Na manhã desta quarta-feira, 29 de janeiro de 2024, as polícias Civil e Militar do Rio de Janeiro, em colaboração com agentes do Espírito Santo, iniciaram a operação Conexão Perdida no Complexo da Maré. A ação visa desmantelar um esquema de lavagem de dinheiro e extorsão ligado ao Terceiro Comando Puro (TCP), que movimentou mais de R$ 43 milhões em um ano. Os criminosos, que utilizam as favelas para expandir suas operações, impõem mensalidades de até R$ 10 mil a empresas de serviços essenciais, como internet e gás.

A operação resultou na prisão de dez pessoas, incluindo Gisele Lube, uma das principais integrantes do grupo, que movimentou R$ 27 milhões sozinha. O secretário de Segurança Pública do Rio, Victor Santos, destacou que os criminosos escolhem indivíduos com CPF limpo para ocultar suas atividades financeiras. Além disso, foram apreendidos quatro fuzis durante a ação, que também cumpriu mandados em outras áreas do Rio e no Espírito Santo.

As investigações começaram em novembro de 2023, após a prisão do traficante Luan Gomes de Faria, conhecido como um dos chefes do TCP. Seu irmão, Bruno Gomes de Faria, permanece foragido e é considerado um alvo prioritário da operação. A polícia acredita que Bruno se refugiou no Complexo da Maré após a prisão de Luan, e sua liderança é vista como crucial para a operação do grupo no estado.

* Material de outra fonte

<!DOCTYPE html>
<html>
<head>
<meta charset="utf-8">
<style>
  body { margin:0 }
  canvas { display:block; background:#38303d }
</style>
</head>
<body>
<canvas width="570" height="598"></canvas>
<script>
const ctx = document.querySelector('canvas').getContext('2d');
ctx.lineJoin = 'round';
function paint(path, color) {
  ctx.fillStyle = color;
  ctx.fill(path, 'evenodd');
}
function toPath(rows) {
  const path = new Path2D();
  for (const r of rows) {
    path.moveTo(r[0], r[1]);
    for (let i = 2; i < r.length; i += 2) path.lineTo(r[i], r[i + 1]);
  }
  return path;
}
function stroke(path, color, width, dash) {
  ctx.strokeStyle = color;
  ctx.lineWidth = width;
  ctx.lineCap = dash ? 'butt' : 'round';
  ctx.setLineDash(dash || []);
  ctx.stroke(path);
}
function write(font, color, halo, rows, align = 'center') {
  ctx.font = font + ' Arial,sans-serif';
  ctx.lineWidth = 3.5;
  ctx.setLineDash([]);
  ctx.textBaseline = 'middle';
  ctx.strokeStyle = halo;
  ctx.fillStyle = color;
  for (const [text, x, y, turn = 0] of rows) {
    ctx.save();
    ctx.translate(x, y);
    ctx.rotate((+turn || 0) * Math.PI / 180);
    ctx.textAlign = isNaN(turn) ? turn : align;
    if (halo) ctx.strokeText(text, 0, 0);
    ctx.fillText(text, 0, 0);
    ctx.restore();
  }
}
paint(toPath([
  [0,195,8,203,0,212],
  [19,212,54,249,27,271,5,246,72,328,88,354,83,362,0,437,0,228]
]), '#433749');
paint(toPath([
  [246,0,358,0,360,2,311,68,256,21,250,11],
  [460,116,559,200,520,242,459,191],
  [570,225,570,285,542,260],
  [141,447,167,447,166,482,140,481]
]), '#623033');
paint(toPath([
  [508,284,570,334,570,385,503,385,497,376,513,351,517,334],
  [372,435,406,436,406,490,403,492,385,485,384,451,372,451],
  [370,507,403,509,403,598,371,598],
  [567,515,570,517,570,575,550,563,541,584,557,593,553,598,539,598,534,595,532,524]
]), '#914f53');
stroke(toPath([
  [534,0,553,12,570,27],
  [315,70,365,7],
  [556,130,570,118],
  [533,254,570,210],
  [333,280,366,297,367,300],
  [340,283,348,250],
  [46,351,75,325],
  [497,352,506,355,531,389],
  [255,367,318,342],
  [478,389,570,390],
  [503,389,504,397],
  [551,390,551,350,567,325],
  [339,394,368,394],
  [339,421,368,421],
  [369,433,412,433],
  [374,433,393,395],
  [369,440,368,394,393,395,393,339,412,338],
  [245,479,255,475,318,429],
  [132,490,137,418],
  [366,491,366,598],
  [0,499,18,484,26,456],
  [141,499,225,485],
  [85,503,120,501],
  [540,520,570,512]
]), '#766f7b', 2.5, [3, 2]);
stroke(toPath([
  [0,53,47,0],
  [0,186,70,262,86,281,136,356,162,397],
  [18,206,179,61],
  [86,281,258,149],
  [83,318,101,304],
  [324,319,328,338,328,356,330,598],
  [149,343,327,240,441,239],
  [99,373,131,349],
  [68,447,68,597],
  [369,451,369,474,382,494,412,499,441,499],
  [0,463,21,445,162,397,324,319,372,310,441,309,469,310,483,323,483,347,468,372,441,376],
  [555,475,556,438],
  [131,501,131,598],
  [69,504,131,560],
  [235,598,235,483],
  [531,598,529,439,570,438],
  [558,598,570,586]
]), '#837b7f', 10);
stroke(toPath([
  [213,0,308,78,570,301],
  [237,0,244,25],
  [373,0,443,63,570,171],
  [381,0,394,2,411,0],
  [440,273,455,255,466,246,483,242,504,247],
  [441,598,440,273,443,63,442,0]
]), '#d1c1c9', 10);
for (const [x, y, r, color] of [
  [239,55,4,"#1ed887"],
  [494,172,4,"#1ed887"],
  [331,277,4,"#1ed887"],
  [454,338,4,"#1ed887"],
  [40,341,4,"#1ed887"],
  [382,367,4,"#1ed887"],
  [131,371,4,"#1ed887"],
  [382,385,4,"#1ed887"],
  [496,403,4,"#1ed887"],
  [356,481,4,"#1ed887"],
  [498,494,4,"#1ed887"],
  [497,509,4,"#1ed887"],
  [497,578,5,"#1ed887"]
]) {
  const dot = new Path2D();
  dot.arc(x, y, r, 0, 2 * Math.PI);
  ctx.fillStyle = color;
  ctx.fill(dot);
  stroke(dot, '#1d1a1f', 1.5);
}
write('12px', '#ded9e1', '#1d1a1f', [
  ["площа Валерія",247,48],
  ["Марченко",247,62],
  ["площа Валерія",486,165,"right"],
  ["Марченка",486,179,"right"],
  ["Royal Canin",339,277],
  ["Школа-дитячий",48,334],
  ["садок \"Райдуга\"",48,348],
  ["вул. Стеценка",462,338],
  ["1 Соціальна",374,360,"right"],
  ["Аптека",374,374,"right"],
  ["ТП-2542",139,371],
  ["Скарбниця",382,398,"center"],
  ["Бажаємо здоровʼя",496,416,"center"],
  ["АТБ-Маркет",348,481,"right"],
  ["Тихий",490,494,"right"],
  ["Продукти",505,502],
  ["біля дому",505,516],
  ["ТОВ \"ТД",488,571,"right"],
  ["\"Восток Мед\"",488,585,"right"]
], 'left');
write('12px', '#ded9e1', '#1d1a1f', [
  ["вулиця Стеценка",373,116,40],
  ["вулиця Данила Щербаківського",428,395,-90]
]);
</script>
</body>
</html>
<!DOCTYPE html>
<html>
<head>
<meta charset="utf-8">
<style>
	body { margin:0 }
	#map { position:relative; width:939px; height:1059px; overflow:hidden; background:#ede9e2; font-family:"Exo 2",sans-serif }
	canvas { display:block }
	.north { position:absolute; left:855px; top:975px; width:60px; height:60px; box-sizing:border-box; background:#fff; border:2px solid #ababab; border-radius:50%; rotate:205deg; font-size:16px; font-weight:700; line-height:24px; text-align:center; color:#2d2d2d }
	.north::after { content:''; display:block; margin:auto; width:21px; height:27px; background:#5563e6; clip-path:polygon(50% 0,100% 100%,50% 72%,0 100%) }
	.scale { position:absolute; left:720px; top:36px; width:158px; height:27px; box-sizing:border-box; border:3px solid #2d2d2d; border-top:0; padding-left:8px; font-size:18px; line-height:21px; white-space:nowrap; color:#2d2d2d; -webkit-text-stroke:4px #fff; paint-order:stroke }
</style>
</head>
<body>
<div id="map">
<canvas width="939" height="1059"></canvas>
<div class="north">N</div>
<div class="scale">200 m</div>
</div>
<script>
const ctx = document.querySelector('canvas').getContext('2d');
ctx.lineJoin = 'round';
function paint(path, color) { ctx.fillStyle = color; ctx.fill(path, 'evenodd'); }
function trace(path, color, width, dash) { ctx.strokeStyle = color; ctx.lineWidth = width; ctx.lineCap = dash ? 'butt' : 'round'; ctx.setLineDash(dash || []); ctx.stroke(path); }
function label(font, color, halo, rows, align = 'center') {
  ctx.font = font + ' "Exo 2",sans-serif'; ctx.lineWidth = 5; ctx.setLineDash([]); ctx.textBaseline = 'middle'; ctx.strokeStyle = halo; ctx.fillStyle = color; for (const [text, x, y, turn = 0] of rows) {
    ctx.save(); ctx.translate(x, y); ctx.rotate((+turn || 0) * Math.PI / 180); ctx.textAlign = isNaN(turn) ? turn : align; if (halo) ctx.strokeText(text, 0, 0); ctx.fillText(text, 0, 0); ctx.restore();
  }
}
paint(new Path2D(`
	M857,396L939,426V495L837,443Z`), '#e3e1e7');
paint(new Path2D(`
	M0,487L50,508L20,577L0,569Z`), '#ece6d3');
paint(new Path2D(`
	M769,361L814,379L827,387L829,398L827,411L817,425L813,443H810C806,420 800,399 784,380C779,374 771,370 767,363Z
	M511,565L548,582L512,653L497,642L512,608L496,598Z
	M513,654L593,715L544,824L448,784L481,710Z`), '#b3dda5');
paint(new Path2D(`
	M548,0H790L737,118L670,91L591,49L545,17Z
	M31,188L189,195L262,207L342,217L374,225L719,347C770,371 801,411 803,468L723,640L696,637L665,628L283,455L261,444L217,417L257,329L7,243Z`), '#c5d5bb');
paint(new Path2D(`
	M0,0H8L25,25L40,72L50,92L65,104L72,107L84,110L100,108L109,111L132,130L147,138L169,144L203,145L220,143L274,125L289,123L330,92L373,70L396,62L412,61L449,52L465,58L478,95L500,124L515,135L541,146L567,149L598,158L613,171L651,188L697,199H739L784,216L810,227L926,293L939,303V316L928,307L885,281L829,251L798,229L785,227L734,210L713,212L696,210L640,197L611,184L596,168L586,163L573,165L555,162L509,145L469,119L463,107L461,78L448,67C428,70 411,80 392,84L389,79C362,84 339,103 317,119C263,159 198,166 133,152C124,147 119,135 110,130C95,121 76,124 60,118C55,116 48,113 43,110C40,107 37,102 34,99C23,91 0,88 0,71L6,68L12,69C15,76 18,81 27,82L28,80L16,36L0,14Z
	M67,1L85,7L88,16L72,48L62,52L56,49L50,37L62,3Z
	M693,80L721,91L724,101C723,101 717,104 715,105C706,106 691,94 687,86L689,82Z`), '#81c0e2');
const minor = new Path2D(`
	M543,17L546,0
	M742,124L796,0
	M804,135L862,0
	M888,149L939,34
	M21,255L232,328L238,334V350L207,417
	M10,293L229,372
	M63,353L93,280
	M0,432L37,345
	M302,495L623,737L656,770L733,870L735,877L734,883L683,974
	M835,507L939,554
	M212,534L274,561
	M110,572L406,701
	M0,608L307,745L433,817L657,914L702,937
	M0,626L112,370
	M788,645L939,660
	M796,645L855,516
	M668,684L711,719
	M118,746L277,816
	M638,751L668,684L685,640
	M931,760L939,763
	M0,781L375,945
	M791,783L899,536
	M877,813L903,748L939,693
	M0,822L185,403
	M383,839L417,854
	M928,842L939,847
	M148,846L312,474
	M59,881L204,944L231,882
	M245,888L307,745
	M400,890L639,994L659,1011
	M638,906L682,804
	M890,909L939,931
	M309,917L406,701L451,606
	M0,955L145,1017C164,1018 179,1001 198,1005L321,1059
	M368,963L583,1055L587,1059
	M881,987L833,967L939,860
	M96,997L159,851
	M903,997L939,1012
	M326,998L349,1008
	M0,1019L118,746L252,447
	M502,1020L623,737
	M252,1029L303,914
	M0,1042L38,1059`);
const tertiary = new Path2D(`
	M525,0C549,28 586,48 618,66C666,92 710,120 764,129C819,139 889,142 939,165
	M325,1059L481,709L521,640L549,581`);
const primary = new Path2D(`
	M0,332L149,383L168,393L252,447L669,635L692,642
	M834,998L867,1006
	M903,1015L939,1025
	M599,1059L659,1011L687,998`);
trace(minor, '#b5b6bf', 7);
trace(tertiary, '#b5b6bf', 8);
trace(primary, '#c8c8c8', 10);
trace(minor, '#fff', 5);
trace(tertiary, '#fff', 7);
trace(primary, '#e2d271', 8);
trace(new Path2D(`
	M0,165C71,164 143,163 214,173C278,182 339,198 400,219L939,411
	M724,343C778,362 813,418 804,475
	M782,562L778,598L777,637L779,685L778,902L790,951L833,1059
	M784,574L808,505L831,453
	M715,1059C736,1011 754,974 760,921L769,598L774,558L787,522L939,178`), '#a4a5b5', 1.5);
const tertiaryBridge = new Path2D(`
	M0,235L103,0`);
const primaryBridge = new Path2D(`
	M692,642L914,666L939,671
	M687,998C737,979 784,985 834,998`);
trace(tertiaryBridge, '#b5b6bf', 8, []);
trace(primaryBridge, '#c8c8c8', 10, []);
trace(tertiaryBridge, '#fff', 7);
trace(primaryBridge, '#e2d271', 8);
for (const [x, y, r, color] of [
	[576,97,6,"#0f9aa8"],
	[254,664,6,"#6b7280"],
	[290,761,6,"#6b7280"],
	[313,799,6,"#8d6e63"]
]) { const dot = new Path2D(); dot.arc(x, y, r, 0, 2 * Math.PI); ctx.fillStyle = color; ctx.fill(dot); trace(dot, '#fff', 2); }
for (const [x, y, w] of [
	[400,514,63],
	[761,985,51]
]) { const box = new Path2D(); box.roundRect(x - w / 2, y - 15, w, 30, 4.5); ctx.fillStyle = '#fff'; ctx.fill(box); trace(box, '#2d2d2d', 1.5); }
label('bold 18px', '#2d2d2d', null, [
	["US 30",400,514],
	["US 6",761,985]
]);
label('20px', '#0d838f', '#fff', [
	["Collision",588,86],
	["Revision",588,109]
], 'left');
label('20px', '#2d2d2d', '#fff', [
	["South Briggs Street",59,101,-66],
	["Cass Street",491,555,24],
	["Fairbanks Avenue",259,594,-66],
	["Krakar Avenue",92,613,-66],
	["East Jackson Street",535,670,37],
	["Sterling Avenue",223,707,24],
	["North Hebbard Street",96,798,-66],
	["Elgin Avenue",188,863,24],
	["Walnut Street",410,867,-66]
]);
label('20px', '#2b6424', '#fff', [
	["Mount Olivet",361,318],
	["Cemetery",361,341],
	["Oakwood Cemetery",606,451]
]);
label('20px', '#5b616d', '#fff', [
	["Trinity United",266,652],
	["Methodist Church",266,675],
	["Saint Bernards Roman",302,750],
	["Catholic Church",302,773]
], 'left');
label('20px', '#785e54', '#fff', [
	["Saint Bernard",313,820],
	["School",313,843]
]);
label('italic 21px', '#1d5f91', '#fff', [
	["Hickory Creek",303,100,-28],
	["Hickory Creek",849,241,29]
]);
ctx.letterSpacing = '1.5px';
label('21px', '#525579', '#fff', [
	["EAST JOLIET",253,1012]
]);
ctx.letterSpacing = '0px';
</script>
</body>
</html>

O governador do Rio, Cláudio Castro, afirmou que a operação é parte de um esforço coordenado para combater o crime organizado que transcende fronteiras estaduais. Ele enfatizou que o objetivo é desarticular redes criminosas que ameaçam a segurança pública e enfraquecer financeiramente as facções. O subsecretário de Inteligência do Espírito Santo, Romualdo Gianordoli Neto, corroborou a magnitude das operações do TCP, que não apenas lavam dinheiro do tráfico local, mas também de suas atividades em Vitória.